Top 10 animals that have become extinct in the last 150 years thanks to us

10.Tilacine.

The carnivorous animal, also called the Tasmanian tiger and the Tasmanian wolf, was a marsupial that preyed on rodents and kangaroos mostly at night. Although tilatsin looked pretty tough, they were actually quite timid and trusting animals, and they paid the price for it - they were easy prey for hunters. In 1999, scientists attempted to clone a tylacine using the DNA of the animal's puppies, which were preserved in a museum. The attempt failed.

9.Quagga.

This subspecies of the burchell zebra, which lived in what is now South Africa, became extinct in the late 19th century. The quagga was widespread in a relatively limited area but then began to gradually become extinct as a result of uncontrolled hunting, its small range and competition for food, oddly enough, with livestock. The last wild quagga died in 1878 and the last quagga kept in the Amsterdam Zoo died on August 13, 1883. After that, for a long time this zebra was not considered extinct and was recognized as such at the international level only in 1900.

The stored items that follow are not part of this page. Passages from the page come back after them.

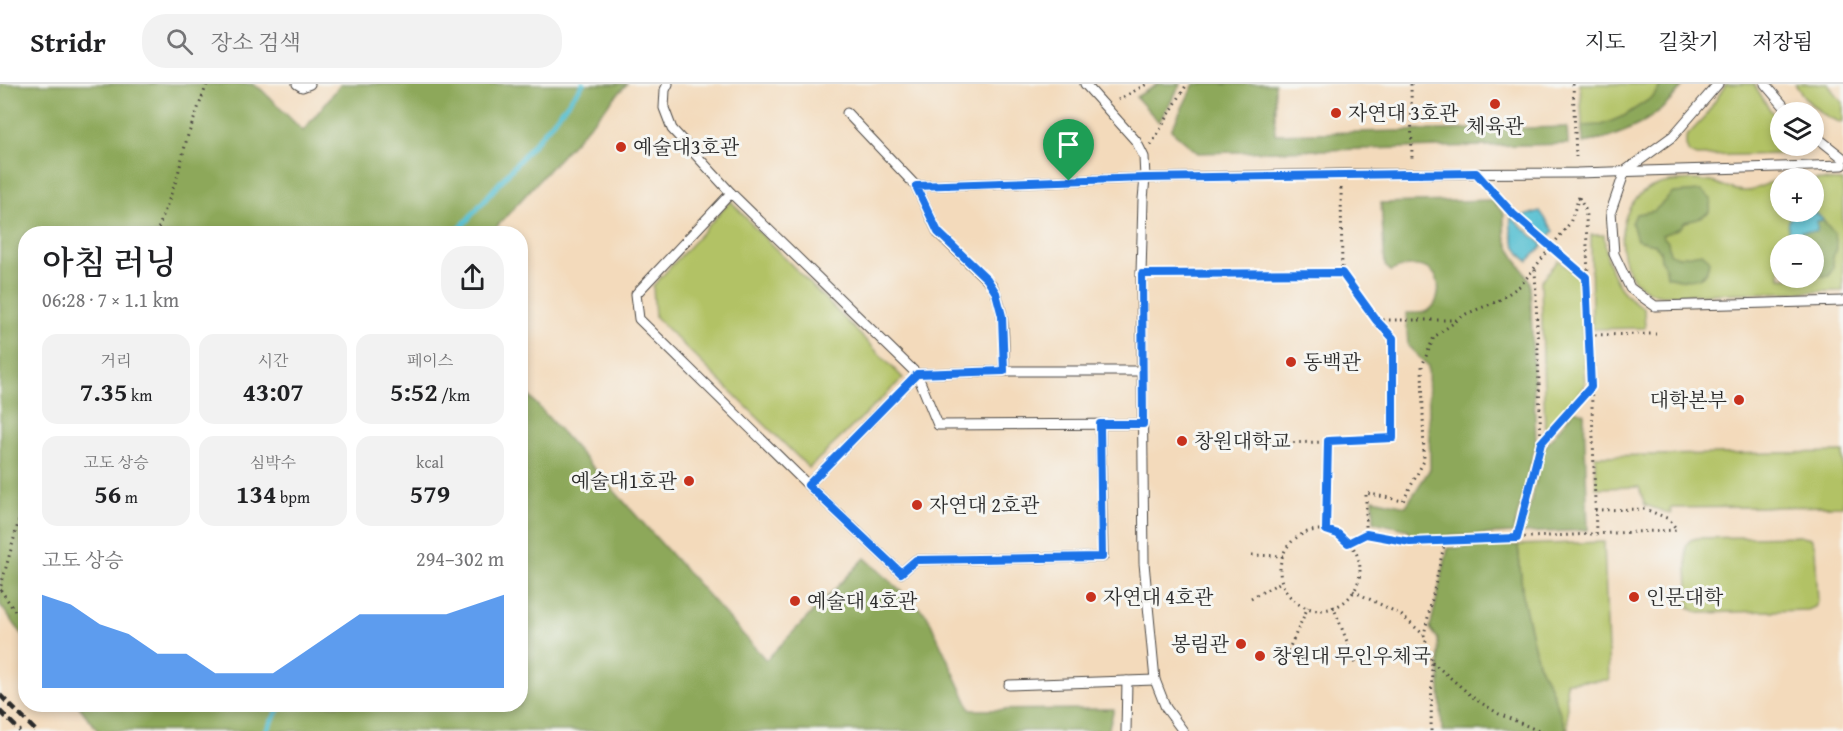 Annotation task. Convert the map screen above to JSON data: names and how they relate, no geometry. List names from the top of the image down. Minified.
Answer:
{"places":["체육관","자연대 3호관","예술대3호관","동백관","대학본부","창원대학교","예술대1호관","자연대 2호관","자연대 4호관","인문대학","예술대 4호관","봉림관","창원대 무인우체국"],"page":{"header":"Stridr","search":"장소 검색","nav":["지도","길찾기","저장됨"],"map_buttons":["+","−"],"heading":["아침 러닝","06:28 · 7 × 1.1 km"],"stats":[["거리","7.35 km"],["시간","43:07"],["페이스","5:52 /km"],["고도 상승","56 m"],["심박수","134 bpm"],["kcal","579"]],"chart":["고도 상승","294–302 m"]}} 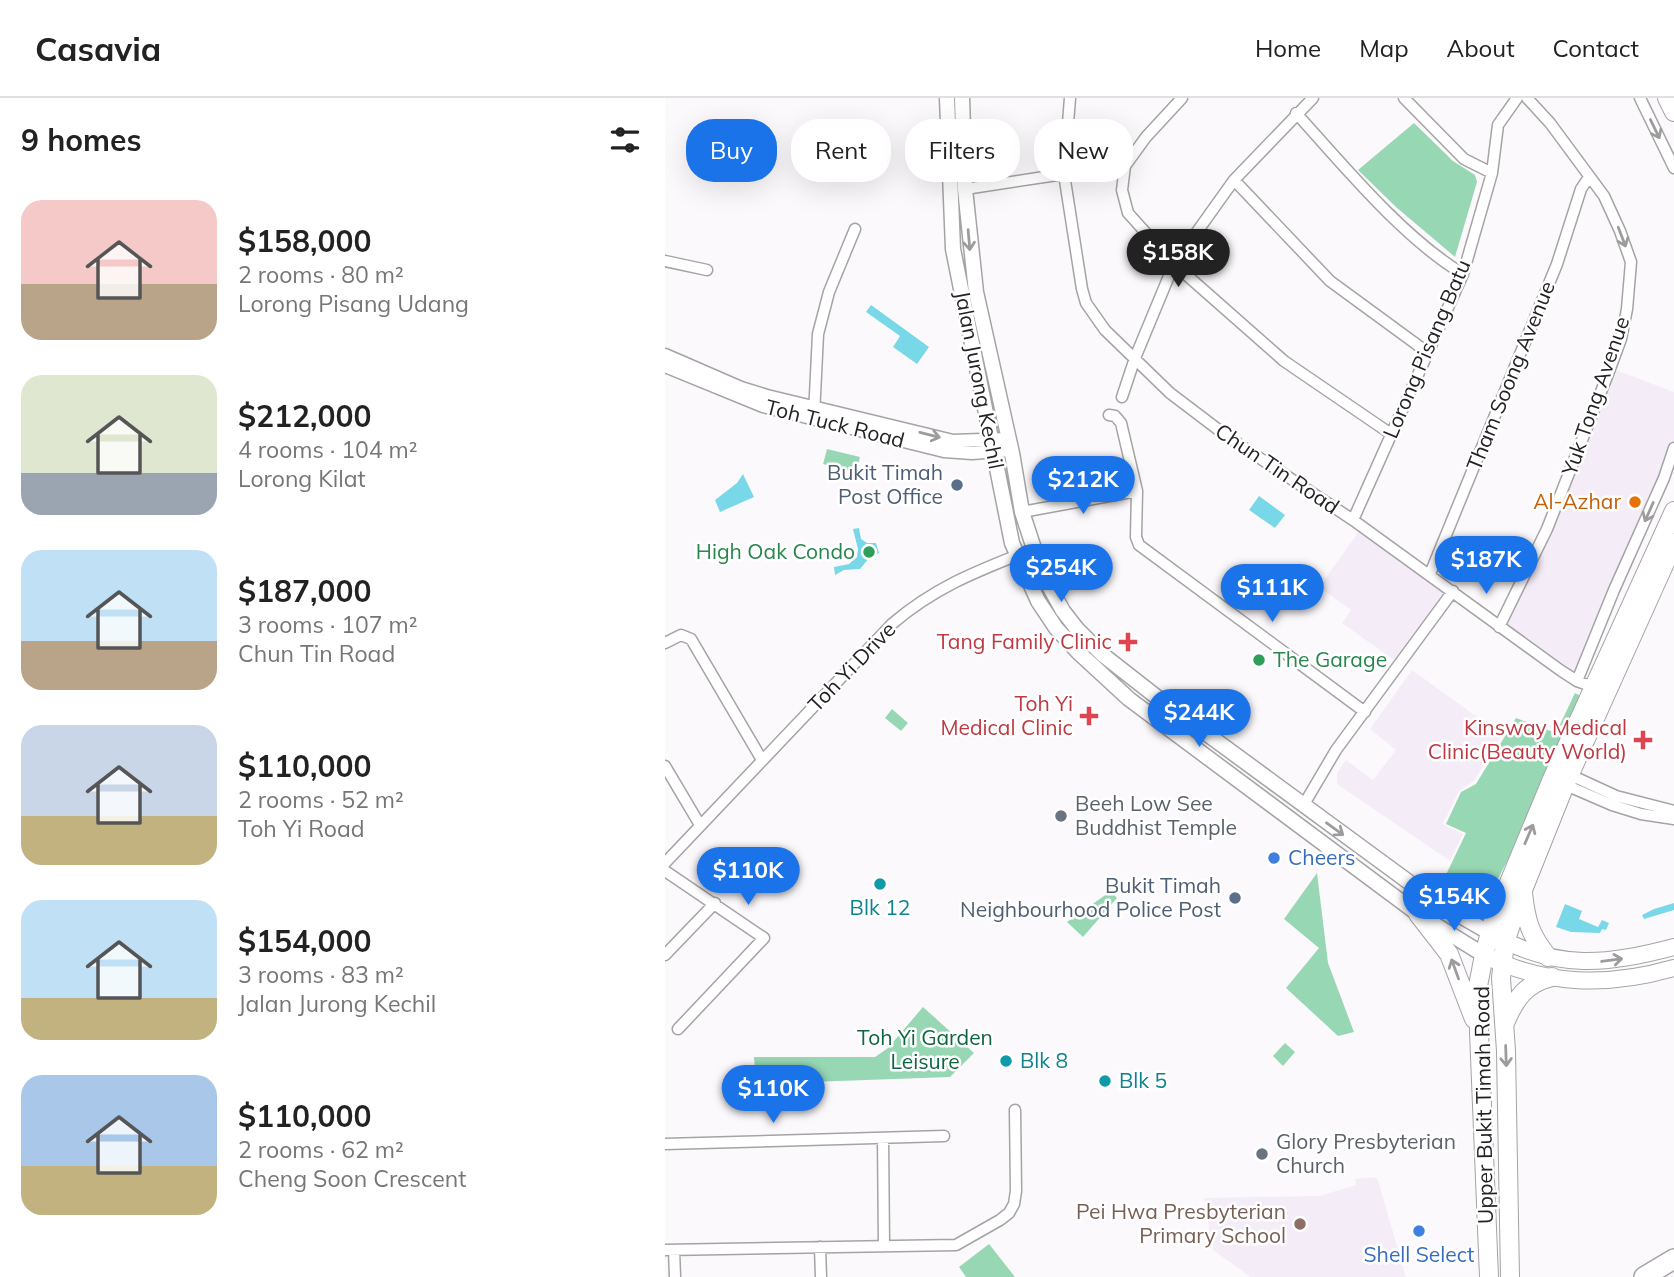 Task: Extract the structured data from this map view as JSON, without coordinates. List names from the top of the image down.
{
  "streets": {
    "highway": ["Upper Bukit Timah Road"],
    "main road": ["Jalan Jurong Kechil"],
    "street": [
      "Lorong Pisang Batu",
      "Tham Soong Avenue",
      "Yuk Tong Avenue",
      "Toh Tuck Road",
      "Chun Tin Road",
      "Toh Yi Drive"
    ]
  },
  "crossings": [
    ["Lorong Pisang Batu", "Chun Tin Road"],
    ["Tham Soong Avenue", "Yuk Tong Avenue"],
    ["Tham Soong Avenue", "Chun Tin Road"],
    ["Jalan Jurong Kechil", "Toh Tuck Road"],
    ["Jalan Jurong Kechil", "Toh Yi Drive"],
    ["Jalan Jurong Kechil", "Upper Bukit Timah Road"],
    ["Yuk Tong Avenue", "Chun Tin Road"],
    ["Chun Tin Road", "Upper Bukit Timah Road"]
  ],
  "parks": ["Toh Yi Garden Leisure"],
  "places": {
    "other": [
      "Bukit Timah Post Office",
      "Al-Azhar",
      "High Oak Condo",
      "The Garage",
      "Beeh Low See Buddhist Temple",
      "Cheers",
      "Blk 12",
      "Bukit Timah Neighbourhood Police Post",
      "Blk 8",
      "Blk 5",
      "Glory Presbyterian Church",
      "Pei Hwa Presbyterian Primary School",
      "Shell Select"
    ],
    "health": ["Tang Family Clinic", "Toh Yi Medical Clinic", "Kinsway Medical Clinic(Beauty World)"]
  },
  "page": {
    "header": "Casavia",
    "nav": [
      "Home",
      "Map",
      "About",
      "Contact"
    ],
    "heading": "9 homes",
    "chip": [
      "Buy",
      "Rent",
      "Filters",
      "New"
    ],
    "list": [
      {
        "name": "$158,000",
        "note": "2 rooms · 80 m² · Lorong Pisang Udang"
      },
      {
        "name": "$212,000",
        "note": "4 rooms · 104 m² · Lorong Kilat"
      },
      {
        "name": "$187,000",
        "note": "3 rooms · 107 m² · Chun Tin Road"
      },
      {
        "name": "$110,000",
        "note": "2 rooms · 52 m² · Toh Yi Road"
      },
      {
        "name": "$154,000",
        "note": "3 rooms · 83 m² · Jalan Jurong Kechil"
      },
      {
        "name": "$110,000",
        "note": "2 rooms · 62 m² · Cheng Soon Crescent"
      }
    ],
    "price": [
      "$158K",
      "$212K",
      "$187K",
      "$254K",
      "$111K",
      "$244K",
      "$110K",
      "$154K",
      "$110K"
    ]
  }
} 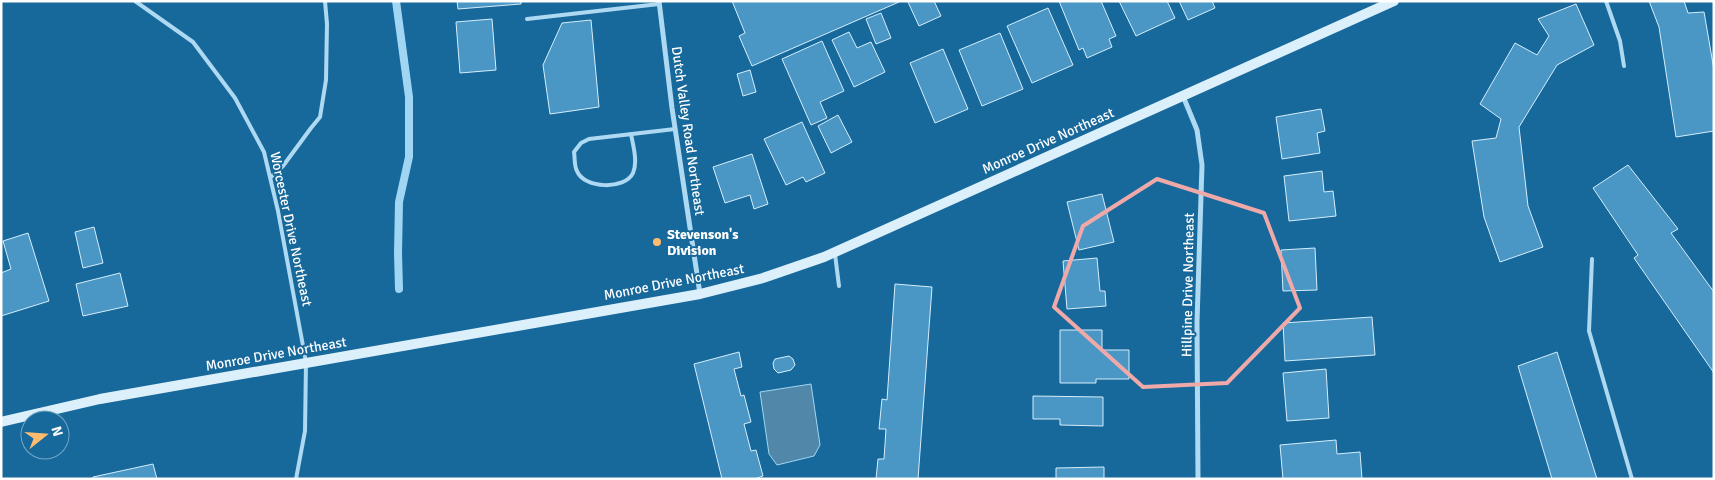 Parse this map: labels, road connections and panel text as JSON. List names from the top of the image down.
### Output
{
  "streets": {
    "main road": ["Monroe Drive Northeast"],
    "street": ["Dutch Valley Road Northeast", "Hillpine Drive Northeast"],
    "lane": ["Worcester Drive Northeast"]
  },
  "crossings": [
    ["Dutch Valley Road Northeast", "Monroe Drive Northeast"],
    ["Monroe Drive Northeast", "Worcester Drive Northeast"],
    ["Monroe Drive Northeast", "Hillpine Drive Northeast"]
  ],
  "places": ["Stevenson's Division"],
  "north": "right"
} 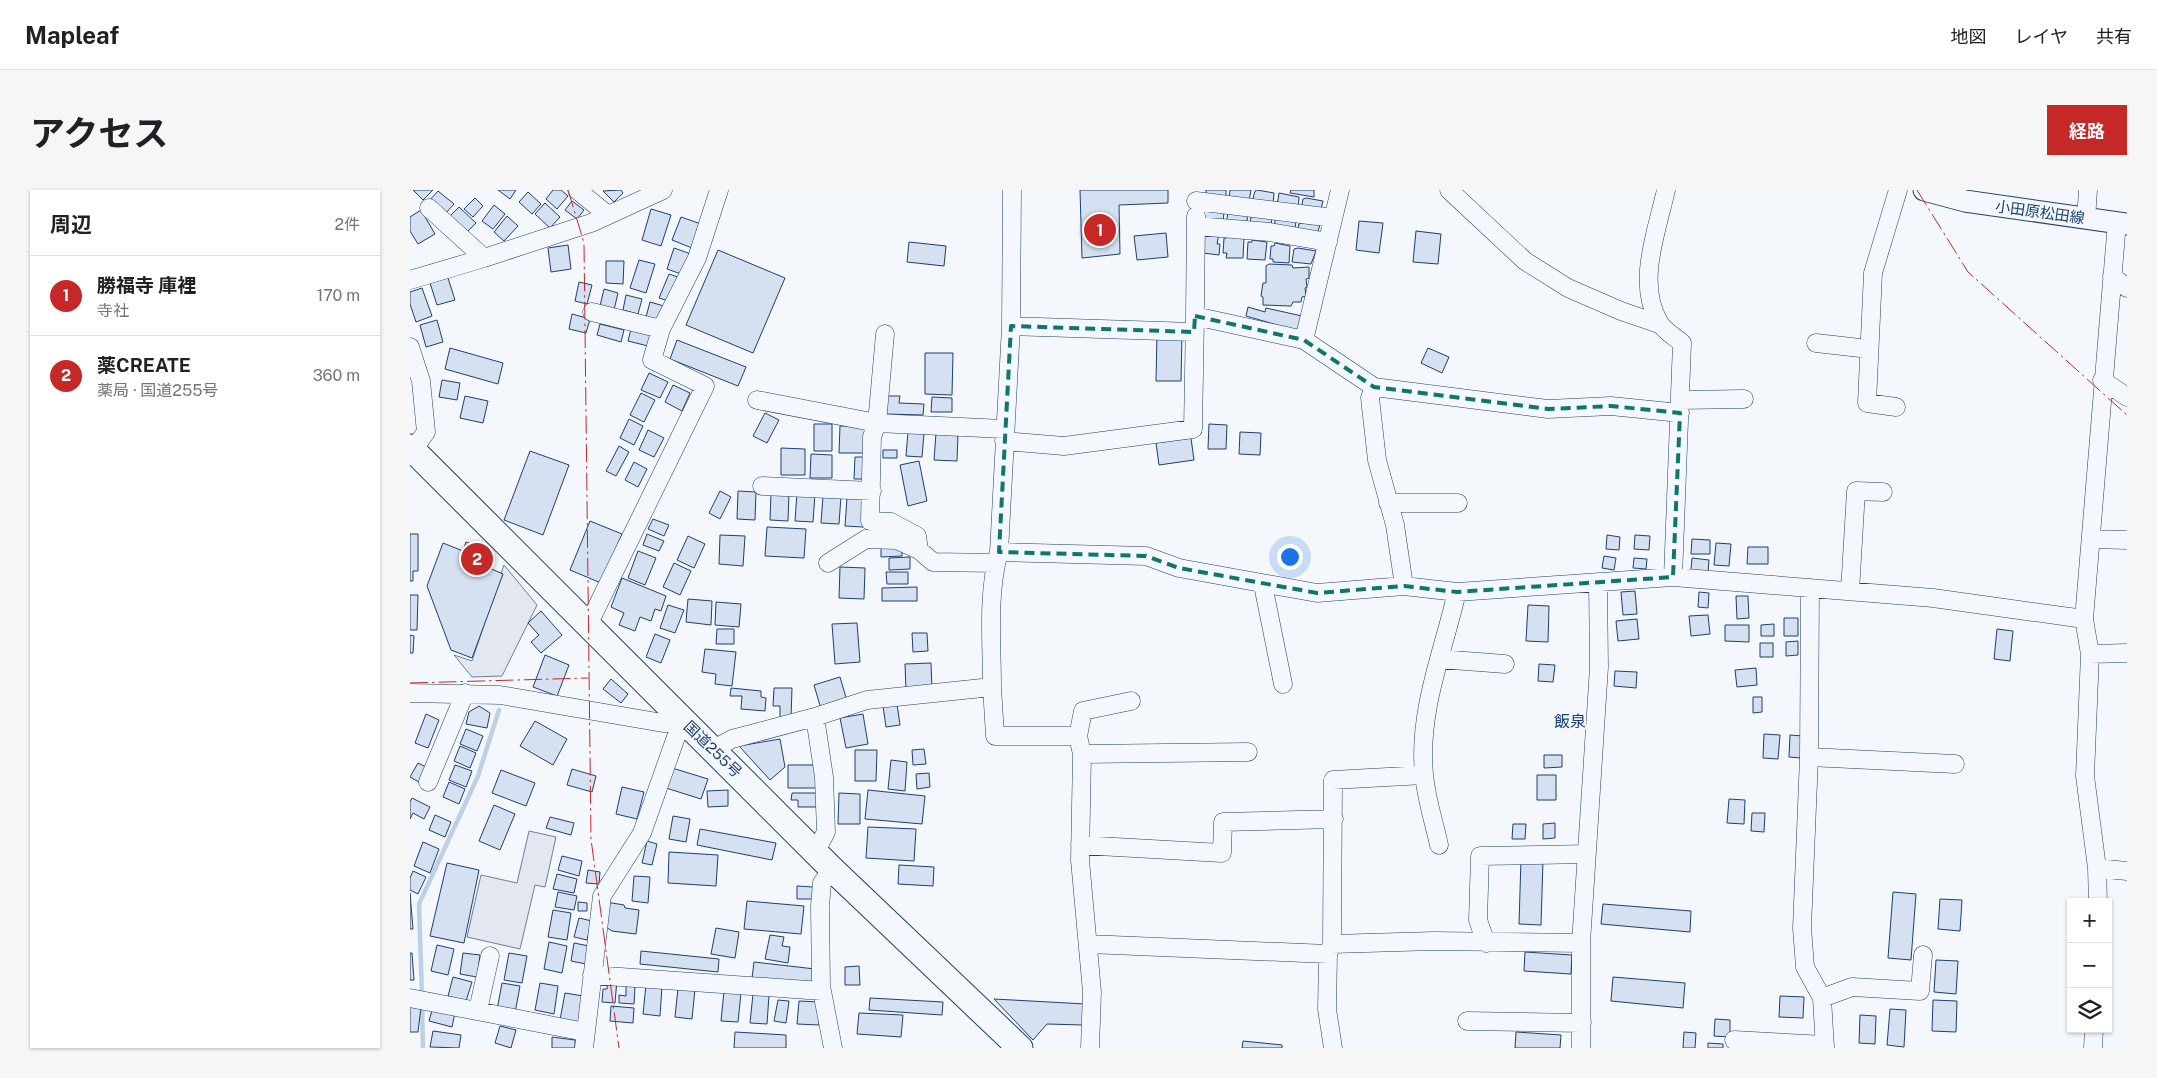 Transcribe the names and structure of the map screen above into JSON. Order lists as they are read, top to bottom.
{
  "streets": {
    "highway": ["国道255号"],
    "main road": ["小田原松田線"]
  },
  "districts": ["飯泉"],
  "page": {
    "header": "Mapleaf",
    "nav": ["地図", "レイヤ", "共有"],
    "title": "アクセス",
    "buttons": "経路",
    "heading": ["周辺", "2件"],
    "pins": ["1", "2"],
    "list": [
      {
        "mark": "1",
        "name": "勝福寺 庫裡",
        "note": "寺社",
        "value": "170 m"
      },
      {
        "mark": "2",
        "name": "薬CREATE",
        "note": "薬局 · 国道255号",
        "value": "360 m"
      }
    ],
    "map_buttons": ["+", "−"]
  }
}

8.The northern white rhinoceros.

As of March 19, 2018, only two females of this subspecies remain, making the northern white rhino functionally extinct. Both females belong to the Dvur Kralove Zoo in the Czech Republic, but live in the Ol Padgeta Nature Reserve in Kenya and are guarded 24 hours a day by armed gamekeepers. There, by the way, lived the last male, who died of old age at the age of 45. True, this story has a good ending. In the summer of 2019, one of the females gave birth to a healthy northern white rhino calf through IVF.

7.The Blue Acre.

The last male to live in the wild disappeared in 2000, the species is no longer found in the wild. True, there are still several dozen living birds in private collections and zoos. Man, of course, is the main cause of extinction, but not the only one. African bees, nicknamed "killer bees," have occupied all the nesting cavities in the area and simply evicted the blue macaws from their favorite habitats.

6.The Wandering Pigeon

According to some estimates, the population of the traveling pigeon was in the millions or even billions when the first Europeans began to settle in the Americas. The traveling pigeon was an important food source for Native North Americans, but they hunted pigeons in humane ways and within reasonable limits. After colonization, hunting became more intense and sophisticated. Traveling pigeons were killed with such ease that they were not even considered feathered game. The last known bird died in captivity at the Cincinnati Zoo in 1914.

5.Orange Toad.

A small but devilishly colorful toad that lived in a limited area of the Costa Rican rainforest. It was first described in 1966, but was never seen again after 1989. After several unsuccessful attempts to locate the extinct toad in the 1990s, scientists began debating the possible causes of its extinction. It is believed that chytridiomycosis, a deadly skin disease, wiped out this toad population, which was already vulnerable due to its limited habitat.

4.The Zanzibar Leopard.

Endemic to the island of Unguja in the Zanzibar Archipelago, part of Tanzania. In the 20th century the conflict between the locals and the leopards on the island escalated, so that the image of leopards was demonized and extermination became deliberate. The last meeting of a scientist with a Zanzibar leopard took place in the early 1980s. Since then, there have been no credible sightings of it.

3.The West African Black Rhinoceros

This subspecies of black rhino has been officially declared extinct as of November 10, 2013. Like all other rhinos, it is the victim of a ridiculous superstition, based on nothing, about the miraculous power of the horn. In the 1970s, during the period of rapid growth of wealth in the oil monarchies of the Persian Gulf, many black rhinos were hunted for the fashion in these countries for daggers with horn handles, which were considered an obligatory attribute of a rich Arab. Nowadays, rhinoceros horn is in constant demand in Chinese medicine, although according to scientific data, it has no medicinal properties whatsoever.

2. the Javanese tiger

A subspecies of majestic cat that lived on the Indonesian island of Java. It is thought to have become extinct in the 1980s due to hunting and habitat destruction. First preconditions of subspecies extinction appeared since 1950s, when the number of tigers on Java was reduced to 25 individuals. By 1972, the number of Javanese tigers had decreased to seven in the Meru Vetiri Forest Reserve and, possibly, five more in other reserves. In 1979, only three individuals remained. The exact time of the subspecies' extinction remains unknown; it probably occurred in the mid-1980s.